Geodesic motion in Bogoslovsky-Finsler spacetimes

We study the free motion of a massive particle moving in the background of a Finslerian deformation of a plane gravitational wave in Einstein’s general relativity. The deformation is a curved version of a one-parameter family of relativistic Finsler structures introduced by Bogoslovsky, which are invariant under a certain deformation of Cohen and Glashow’s very special relativity group $\mathrm{ISIM}(2)$. The partially broken Carroll symmetry we derive using Baldwin-Jeffery-Rosen coordinates allows us to integrate the geodesics equations. The transverse coordinates of timelike Finsler geodesics are identical to those of the underlying plane gravitational wave for any value of the Bogoslovsky-Finsler parameter $b$. We then replace the underlying plane gravitational wave with a homogeneous $pp$-wave solution of the Einstein-Maxwell equations.

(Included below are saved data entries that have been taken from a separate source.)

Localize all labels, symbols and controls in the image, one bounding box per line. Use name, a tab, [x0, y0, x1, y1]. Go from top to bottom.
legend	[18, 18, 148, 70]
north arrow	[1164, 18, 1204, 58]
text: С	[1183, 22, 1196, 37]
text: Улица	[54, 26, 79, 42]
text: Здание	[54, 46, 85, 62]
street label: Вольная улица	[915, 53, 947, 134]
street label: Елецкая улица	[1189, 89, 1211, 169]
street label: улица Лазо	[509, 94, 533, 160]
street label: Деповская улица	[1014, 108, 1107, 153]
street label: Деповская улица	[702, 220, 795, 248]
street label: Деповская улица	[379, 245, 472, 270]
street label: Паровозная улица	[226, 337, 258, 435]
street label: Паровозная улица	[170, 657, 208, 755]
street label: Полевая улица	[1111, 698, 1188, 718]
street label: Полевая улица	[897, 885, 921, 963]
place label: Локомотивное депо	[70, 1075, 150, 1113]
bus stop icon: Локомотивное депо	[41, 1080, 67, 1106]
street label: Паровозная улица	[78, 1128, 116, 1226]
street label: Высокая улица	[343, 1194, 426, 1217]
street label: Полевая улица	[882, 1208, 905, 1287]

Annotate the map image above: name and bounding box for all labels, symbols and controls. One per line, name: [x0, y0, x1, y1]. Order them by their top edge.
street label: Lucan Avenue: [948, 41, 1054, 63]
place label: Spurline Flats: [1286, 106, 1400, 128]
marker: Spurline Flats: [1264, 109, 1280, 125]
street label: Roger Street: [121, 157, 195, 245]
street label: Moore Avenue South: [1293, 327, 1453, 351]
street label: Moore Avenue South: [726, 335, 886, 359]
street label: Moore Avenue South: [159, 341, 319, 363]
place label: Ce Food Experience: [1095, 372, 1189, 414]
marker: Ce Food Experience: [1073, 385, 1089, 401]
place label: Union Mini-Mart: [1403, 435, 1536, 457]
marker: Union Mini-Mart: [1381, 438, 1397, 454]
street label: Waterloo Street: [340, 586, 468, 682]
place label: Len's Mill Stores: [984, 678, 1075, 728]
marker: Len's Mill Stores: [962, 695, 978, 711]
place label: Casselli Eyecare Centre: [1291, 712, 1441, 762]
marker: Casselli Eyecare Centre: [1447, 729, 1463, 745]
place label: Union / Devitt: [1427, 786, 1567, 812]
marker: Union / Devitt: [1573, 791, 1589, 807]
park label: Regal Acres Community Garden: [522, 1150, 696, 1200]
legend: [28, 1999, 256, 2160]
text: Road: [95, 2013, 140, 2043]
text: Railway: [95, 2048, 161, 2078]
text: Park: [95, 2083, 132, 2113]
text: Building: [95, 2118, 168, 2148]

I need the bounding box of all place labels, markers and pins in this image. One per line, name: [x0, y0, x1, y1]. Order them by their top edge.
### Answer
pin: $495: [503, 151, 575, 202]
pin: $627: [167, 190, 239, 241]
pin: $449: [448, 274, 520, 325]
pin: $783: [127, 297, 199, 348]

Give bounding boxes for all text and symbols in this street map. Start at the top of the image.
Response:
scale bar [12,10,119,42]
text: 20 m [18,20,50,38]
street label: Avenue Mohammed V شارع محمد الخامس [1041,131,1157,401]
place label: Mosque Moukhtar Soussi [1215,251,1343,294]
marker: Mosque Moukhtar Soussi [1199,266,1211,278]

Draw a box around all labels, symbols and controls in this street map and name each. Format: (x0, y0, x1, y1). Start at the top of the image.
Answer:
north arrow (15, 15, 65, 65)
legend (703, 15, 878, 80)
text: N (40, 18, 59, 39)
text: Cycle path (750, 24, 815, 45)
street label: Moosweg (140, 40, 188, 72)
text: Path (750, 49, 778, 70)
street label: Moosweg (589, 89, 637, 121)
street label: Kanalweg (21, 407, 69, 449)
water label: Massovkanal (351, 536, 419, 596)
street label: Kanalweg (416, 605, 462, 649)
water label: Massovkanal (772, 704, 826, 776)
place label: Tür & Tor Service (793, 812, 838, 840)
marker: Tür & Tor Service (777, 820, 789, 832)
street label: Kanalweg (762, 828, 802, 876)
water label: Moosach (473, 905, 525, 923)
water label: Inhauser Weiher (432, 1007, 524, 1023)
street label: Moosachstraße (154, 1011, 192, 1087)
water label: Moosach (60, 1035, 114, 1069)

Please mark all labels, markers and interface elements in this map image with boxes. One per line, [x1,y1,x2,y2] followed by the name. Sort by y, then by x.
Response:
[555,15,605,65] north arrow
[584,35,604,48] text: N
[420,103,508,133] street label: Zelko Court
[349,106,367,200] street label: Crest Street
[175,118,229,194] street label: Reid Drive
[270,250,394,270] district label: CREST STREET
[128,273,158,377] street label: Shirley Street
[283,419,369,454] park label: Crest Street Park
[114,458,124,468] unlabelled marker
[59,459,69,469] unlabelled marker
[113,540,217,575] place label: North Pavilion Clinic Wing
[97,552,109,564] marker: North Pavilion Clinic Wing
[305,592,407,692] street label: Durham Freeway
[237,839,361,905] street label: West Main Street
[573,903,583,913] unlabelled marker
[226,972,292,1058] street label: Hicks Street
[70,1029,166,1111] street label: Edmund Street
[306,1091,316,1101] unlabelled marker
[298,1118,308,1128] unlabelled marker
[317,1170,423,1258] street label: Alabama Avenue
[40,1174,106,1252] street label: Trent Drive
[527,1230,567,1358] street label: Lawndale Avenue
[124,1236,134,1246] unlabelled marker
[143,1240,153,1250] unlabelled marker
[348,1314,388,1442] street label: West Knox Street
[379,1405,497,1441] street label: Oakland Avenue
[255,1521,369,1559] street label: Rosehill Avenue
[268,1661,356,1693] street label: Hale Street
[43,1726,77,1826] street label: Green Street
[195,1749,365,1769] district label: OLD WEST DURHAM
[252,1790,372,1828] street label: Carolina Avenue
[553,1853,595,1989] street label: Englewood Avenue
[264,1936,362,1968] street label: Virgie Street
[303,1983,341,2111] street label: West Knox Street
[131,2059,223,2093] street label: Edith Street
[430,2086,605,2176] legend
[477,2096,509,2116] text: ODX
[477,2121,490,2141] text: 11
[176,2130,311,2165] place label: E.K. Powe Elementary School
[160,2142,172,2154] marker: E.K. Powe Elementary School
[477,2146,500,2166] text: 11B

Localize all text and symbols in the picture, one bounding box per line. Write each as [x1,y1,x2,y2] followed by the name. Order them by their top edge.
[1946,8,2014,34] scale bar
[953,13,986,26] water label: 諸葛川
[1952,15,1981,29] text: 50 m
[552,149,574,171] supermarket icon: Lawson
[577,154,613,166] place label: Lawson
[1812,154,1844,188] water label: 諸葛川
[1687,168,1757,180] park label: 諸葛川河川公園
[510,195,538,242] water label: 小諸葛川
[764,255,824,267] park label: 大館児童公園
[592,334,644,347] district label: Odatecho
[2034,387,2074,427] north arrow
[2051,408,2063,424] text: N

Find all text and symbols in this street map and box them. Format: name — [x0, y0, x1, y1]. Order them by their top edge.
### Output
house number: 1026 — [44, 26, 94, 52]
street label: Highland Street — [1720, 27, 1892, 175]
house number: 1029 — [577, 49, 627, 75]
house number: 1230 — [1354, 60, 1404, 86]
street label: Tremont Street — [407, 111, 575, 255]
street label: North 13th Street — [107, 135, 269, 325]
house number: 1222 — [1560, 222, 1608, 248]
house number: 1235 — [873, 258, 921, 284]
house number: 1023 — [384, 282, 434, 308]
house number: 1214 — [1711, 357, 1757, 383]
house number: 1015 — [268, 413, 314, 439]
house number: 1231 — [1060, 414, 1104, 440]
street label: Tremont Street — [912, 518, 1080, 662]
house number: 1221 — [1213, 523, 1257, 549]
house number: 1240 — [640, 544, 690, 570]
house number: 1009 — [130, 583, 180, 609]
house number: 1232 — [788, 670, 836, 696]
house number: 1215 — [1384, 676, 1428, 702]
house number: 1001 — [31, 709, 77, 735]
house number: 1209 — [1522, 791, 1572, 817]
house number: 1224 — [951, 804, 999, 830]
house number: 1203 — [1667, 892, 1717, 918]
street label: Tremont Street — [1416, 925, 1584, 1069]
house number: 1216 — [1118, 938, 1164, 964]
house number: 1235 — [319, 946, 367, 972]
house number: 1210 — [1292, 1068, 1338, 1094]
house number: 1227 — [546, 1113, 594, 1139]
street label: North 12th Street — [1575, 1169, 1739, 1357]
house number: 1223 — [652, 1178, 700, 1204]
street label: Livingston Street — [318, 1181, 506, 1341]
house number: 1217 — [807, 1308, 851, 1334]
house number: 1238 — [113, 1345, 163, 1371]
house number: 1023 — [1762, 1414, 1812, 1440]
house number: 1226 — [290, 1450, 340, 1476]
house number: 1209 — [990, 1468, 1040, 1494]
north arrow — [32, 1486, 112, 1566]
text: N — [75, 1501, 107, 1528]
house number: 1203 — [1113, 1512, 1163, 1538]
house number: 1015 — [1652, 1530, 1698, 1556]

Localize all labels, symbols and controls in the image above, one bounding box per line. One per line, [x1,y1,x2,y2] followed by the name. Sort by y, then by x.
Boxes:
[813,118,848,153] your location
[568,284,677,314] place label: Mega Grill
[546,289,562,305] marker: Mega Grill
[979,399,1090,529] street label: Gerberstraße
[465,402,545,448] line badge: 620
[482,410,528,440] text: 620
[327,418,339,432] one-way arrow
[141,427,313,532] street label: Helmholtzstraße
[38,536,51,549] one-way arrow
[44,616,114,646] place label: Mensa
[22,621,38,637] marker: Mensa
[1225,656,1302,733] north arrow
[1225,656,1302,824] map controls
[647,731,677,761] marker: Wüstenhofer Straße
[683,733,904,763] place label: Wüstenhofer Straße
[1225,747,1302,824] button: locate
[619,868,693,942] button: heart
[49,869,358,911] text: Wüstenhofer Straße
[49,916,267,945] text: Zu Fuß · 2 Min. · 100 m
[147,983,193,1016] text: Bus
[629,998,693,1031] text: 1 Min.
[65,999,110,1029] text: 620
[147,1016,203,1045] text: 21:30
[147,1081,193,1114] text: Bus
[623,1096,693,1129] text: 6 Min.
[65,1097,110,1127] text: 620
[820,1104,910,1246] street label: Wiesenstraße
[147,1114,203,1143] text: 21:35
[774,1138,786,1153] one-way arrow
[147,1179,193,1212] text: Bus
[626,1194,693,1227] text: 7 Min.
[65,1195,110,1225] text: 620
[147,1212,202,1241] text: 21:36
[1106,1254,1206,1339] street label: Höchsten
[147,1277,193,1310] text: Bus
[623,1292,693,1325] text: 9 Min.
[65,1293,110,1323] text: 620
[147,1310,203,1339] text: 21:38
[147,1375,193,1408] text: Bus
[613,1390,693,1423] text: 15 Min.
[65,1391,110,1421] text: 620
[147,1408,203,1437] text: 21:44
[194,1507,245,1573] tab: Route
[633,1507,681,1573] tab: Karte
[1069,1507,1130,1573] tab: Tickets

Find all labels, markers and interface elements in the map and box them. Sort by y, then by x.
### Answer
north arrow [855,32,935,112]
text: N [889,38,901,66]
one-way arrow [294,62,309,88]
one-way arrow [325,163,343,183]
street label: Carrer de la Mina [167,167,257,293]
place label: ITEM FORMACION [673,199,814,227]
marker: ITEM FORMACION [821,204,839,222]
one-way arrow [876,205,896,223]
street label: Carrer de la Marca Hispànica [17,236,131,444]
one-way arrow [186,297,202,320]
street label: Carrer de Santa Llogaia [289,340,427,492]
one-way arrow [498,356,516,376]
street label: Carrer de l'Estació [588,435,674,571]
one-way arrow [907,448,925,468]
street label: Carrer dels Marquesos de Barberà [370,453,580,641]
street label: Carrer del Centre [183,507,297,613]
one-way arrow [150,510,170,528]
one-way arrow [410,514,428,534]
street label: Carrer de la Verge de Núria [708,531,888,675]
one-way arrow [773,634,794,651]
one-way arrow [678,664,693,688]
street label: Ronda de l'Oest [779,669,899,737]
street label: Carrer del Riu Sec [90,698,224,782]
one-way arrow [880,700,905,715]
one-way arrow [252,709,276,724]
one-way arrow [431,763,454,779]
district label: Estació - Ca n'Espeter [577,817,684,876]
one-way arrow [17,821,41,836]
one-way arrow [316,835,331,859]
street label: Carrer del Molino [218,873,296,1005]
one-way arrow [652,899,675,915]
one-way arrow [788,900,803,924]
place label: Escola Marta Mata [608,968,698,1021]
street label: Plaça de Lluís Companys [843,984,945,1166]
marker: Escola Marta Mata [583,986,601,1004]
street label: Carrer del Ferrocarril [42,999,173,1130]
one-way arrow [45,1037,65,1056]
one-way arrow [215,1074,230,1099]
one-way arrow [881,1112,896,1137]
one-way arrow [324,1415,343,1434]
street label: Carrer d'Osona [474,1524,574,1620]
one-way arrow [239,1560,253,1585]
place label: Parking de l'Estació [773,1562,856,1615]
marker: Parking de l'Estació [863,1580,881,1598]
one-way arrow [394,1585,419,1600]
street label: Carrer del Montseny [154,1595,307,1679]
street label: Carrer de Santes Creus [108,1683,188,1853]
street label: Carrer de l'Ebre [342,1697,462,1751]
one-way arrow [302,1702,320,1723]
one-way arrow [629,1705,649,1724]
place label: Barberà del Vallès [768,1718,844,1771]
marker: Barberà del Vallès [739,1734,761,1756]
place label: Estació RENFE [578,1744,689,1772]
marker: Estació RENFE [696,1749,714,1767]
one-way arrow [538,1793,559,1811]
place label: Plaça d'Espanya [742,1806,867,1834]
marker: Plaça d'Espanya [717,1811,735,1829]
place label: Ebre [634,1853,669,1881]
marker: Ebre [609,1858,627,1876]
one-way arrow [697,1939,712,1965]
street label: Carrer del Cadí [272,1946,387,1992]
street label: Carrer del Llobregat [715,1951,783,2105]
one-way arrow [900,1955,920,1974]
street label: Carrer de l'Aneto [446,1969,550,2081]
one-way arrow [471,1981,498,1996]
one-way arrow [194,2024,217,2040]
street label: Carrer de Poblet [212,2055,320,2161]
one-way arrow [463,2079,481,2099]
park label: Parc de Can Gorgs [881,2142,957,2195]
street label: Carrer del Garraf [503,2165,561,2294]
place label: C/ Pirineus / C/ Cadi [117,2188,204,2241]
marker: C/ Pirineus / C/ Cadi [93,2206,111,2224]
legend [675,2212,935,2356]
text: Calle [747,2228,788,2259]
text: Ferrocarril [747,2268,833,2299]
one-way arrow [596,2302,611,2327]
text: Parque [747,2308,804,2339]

We conclude by extending the theory to the Finsler-Friedmann-Lemaître model.

Figure 1

Consistently with Eq. (4.13), the Bogoslovsky-Finsler geodesics project to the same curve in 2D transverse space for all values of the parameter $b$ while their $v$ coordinates differ, according to Eq. (4.22), in a $b$-dependent term, which is linear in retarded time, $u$. Experiments indicate that the anisotropy, and hence $b$, is very small. When $b\to 1$, the trajectory approaches the massless one (in heavy black), consistently with Eq. (4.22).

Figure 2

The conformal factor [Eq. (8.21b)] of the Friedmann-Lemaître model [Eq. (8.1)], expressed as a function of the conformal time $\eta$, obtained by numerical integration of Eq. (8.21).

Figure 3

(a) $\sigma (\eta )$ and (b) $w(\eta )$ in Eq. (9.10) plotted for blue $\mathbf{b}=\mathbf{0}$ and for red $\mathbf{b}=\mathbf{0.5}$.

Figure 4

For blue $\mathbf{b}=\mathbf{0}$, all trajectories follow straight lines and have identical evolution. For red $\mathbf{b}=\mathbf{0.5}$, $z(\eta )$ becomes different from the transverse trajectories [$x(\eta )$, $y(\eta )$] consistently with Eq. (9.13), as shown in Fig. 5.

Figure 5

For red $b>0$, the motion in the $x\text{−}z$ plane is not more along a straight line (as it is for blue $\mathbf{b}=\mathbf{0}$). The Hubble friction slows down the $z$ motion for blue $\mathbf{b}=\mathbf{0}$, but not when red $b>0$.

Figure 6

For the Friedmann-Lemaître model for blue $\mathbf{b}=\mathbf{0}$, the 3D trajectory is a straight line. For the Bogoslovsky-Finsler-F modification for red $\mathbf{b}=\mathbf{0.5}$, however, while the projection to the $x-y$ plane is still along a straight line, the $z$ component becomes curved, consistently with Fig. 5.